Brand to ‘balance’ Redondo Beach commissions, plan to curb ‘favor trading’ on hold
by David Mendez
In years past, Bill Brand has argued that Redondo Beach’s system of City Commission appointments is set up to stack commissions with members in line with the mayor’s political interests.
However, a move by Brand to fill existing vacancies on City commissions at Tuesday’s City Council meeting signaled that the appointment of favored commissioners is here to stay, at least for the time being.
There are currently six vacant seats on Redondo Beach’s commissions. Brand’s list of nominees for these vacancies includes a number of long-time allies, including Jim Light, Candace Nafissi, Dawn Esser and Eugene Solomon, all of whom have shared similar views to Brand on growth and development in Redondo Beach.
While City Commissions are often advisory bodies, passing along recommendations to the City Council, a few, such as the Planning or Harbor commissions, are decision-making bodies in their own right that have considerable power within the City structure. Commissioners are appointed to four year terms, and their appointments are staggered so as to maintain continuity and experience.
Redondo Beach’s municipal code states that the mayor has the power to appoint members to the City’s Commissions, and those appointments must then be approved by a vote of the City Council. While a councilman, Brand argued that commission appointments should be taken from a list of nominees by council members to limit a mayor’s favorable appointments. However, his attempts to democratize appointments through resolution continually died for a lack of support from fellow council members.
At Tuesday’s meeting, Councilman John Gran noted Brand’s existing stance on commission appointments, then asking Brand how appointments may differ going forward.
“Redondo has a tradition of currying political favor…people were promised positions on important commissions because they agreed to endorse someone else,” Brand said, accusing former Mayor Steve Aspel for “political horse-trading” in particular. “It’s time for the people who have been locked out of these [positions] to be allowed to sit on these commissions and have a more balanced representation of the city as a whole.”
Gran further pressed to ask when Brand might want those changes to take effect.
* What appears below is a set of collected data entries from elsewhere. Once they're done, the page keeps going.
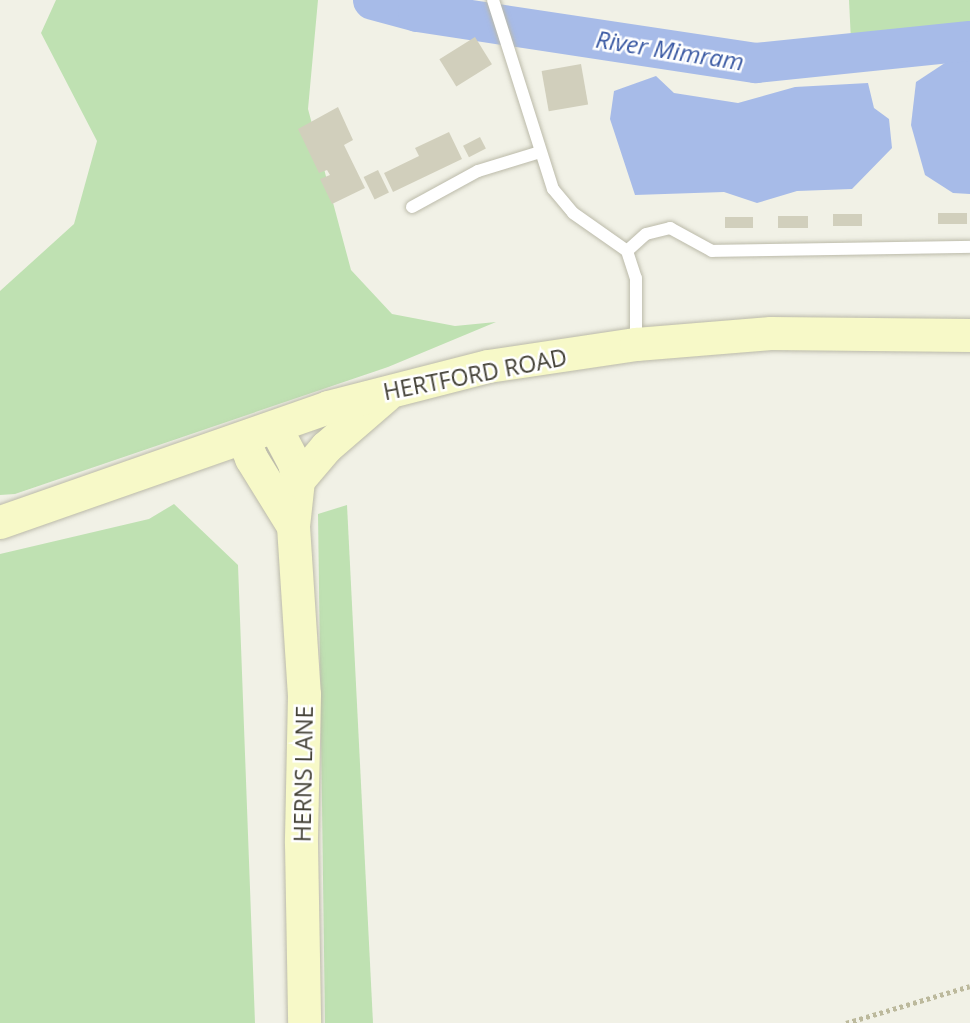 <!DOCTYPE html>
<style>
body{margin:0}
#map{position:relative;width:970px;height:1023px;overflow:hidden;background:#f1f1e6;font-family:"Open Sans",sans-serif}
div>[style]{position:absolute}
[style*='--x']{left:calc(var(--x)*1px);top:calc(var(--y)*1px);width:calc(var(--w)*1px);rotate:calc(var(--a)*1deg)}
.green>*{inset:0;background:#bfe1b2}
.water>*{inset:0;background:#a7bbe8}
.river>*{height:40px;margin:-20px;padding:0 20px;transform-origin:20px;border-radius:20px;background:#a7bbe8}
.building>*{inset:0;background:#d1cfbc;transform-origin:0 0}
.path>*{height:4.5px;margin-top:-2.25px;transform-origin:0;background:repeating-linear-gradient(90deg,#bcb99c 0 3.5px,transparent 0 7px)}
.roads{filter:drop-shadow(0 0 2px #bbbaa9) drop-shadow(0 0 2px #bbbaa9)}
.lane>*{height:12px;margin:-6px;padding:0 6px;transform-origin:6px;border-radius:6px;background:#fff}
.secondary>*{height:33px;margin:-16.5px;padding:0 16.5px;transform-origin:16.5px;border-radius:16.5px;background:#f7f9c8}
span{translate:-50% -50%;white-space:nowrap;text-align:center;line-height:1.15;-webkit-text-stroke:5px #fff;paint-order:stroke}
.street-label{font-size:23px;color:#434136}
.water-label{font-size:24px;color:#3a59a3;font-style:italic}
</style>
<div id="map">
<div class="green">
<div style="clip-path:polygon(56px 0,318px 0,308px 109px,351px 270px,392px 314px,455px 326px,496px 322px,388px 367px,15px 494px,0 495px,0 291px,74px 224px,97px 141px,41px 33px)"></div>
<div style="clip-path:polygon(849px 0,970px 0,970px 31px,851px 41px)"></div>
<div style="clip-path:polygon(174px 504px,238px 565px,255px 1023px,0 1023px,0 554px,149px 519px)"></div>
<div style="clip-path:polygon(347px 505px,373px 1023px,325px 1023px,318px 514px)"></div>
</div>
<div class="water">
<div style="clip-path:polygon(957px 55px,970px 56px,970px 194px,953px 193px,925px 175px,911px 125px,916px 82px)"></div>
<div style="clip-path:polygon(656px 76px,674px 93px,738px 103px,795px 87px,868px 83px,874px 108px,889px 119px,892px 148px,852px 189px,797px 191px,757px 203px,724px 192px,635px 195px,610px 119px,614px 91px)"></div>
</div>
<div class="river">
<div style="--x:373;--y:0;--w:47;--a:14.9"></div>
<div style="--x:418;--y:12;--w:342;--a:8.6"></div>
<div style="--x:756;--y:63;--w:215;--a:-5.9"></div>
</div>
<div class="building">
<div style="left:475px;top:37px;width:32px;height:42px;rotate:58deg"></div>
<div style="left:581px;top:64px;width:41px;height:40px;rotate:80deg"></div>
<div style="clip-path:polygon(338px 107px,353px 140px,344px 145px,365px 188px,332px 204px,320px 179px,330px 175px,327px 170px,319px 173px,298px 129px)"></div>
<div style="clip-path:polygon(449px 132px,462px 159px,393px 192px,384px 173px,419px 156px,415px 148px)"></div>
<div style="left:480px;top:137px;width:13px;height:19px;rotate:63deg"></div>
<div style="left:378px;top:170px;width:25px;height:16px;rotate:64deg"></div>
<div style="left:938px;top:213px;width:29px;height:11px"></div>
<div style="left:862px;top:214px;width:12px;height:29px;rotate:90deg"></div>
<div style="left:778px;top:216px;width:30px;height:12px"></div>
<div style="left:725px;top:217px;width:28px;height:11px"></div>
</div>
<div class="path">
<div style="--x:846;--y:1023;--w:129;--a:-16.6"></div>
</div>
<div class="roads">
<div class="lane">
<div style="--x:493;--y:0;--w:198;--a:72.4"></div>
<div style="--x:553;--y:189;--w:31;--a:50"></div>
<div style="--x:573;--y:213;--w:66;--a:35.1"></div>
<div style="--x:627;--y:251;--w:28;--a:72"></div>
<div style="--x:636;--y:278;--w:66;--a:90"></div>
<div style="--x:412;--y:207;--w:75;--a:-28.6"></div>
<div style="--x:478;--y:171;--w:65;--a:-17"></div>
<div style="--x:627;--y:251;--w:25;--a:-42"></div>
<div style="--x:646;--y:234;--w:25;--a:-14"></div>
<div style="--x:670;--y:228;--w:48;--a:28.7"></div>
<div style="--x:712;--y:251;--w:258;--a:-0.9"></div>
</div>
<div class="secondary">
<div style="--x:275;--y:427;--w:41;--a:62.2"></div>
<div style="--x:294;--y:463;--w:17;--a:77"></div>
<div style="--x:298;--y:480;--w:46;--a:96.2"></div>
<div style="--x:293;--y:526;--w:168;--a:86.3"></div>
<div style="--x:304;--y:694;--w:149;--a:91.2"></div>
<div style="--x:301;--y:843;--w:180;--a:89"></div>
<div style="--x:243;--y:438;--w:22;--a:68"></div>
<div style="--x:251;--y:458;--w:80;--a:58.3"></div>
<div style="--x:298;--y:480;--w:43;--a:-49.7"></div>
<div style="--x:326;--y:447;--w:78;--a:-40.8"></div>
<div style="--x:0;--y:522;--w:348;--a:-19.3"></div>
<div style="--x:328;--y:407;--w:165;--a:-14.4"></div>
<div style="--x:488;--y:366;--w:150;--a:-8.5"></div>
<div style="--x:636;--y:344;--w:135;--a:-4.7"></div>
<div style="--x:771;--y:333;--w:199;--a:0.6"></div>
</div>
</div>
<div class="street-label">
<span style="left:475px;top:374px;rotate:-11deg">HERTFORD ROAD</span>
<span style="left:303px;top:774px;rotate:-89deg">HERNS LANE</span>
</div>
<div class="water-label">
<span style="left:670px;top:50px;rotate:9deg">River Mimram</span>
</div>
</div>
“Not this round [of appointments], but the next round,” Brand said. “It’s somewhat up to you guys…you can direct [staff] to bring back amendments to the municipal code.”
However, he said, that would likely result in a 3-2 vote, which he would then likely veto. “I’d give myself a few years to balance out the commissions,” Brand said, stating that he believes that commissions are currently stacked with pro-development commissioners.
Light’s appointment to Harbor Commission, in particular, drew attention from Councilwoman Laura Emdee. She preferred instead to substitute another resident, Ian Bardin, in his place. She was joined by Councilman Christian Horvath, who was concerned by Light’s resignation from the Public Works Commission in the mid 2000s.
“Did you do this to Steve Aspel?” Brand asked, implying that Horvath and Emdee opposed Light’s appointment on political grounds.
“I gave him a big list of recommendations and my reasons why,” Horvath said, noting that he’s nominated Solomon for appointment in the past.
Brand brushed that off, saying, “We all see what’s going on here.”
A motion to appoint Brand’s nominees passed in a 4-1 vote, with Emdee dissenting.
As a result, Esser and Solomon were appointed to the Budget and Finance Commission; Nafissi was named to the Library Commission; and Light was named to the Harbor Commission. John Simpson was named to the Public Works Commission, and Jacob Andersen Varvarigos was appointed to the Recreation and Parks Commission.
Clarification, May 26, 2017: The names of appointed commissioners and their seats have been added.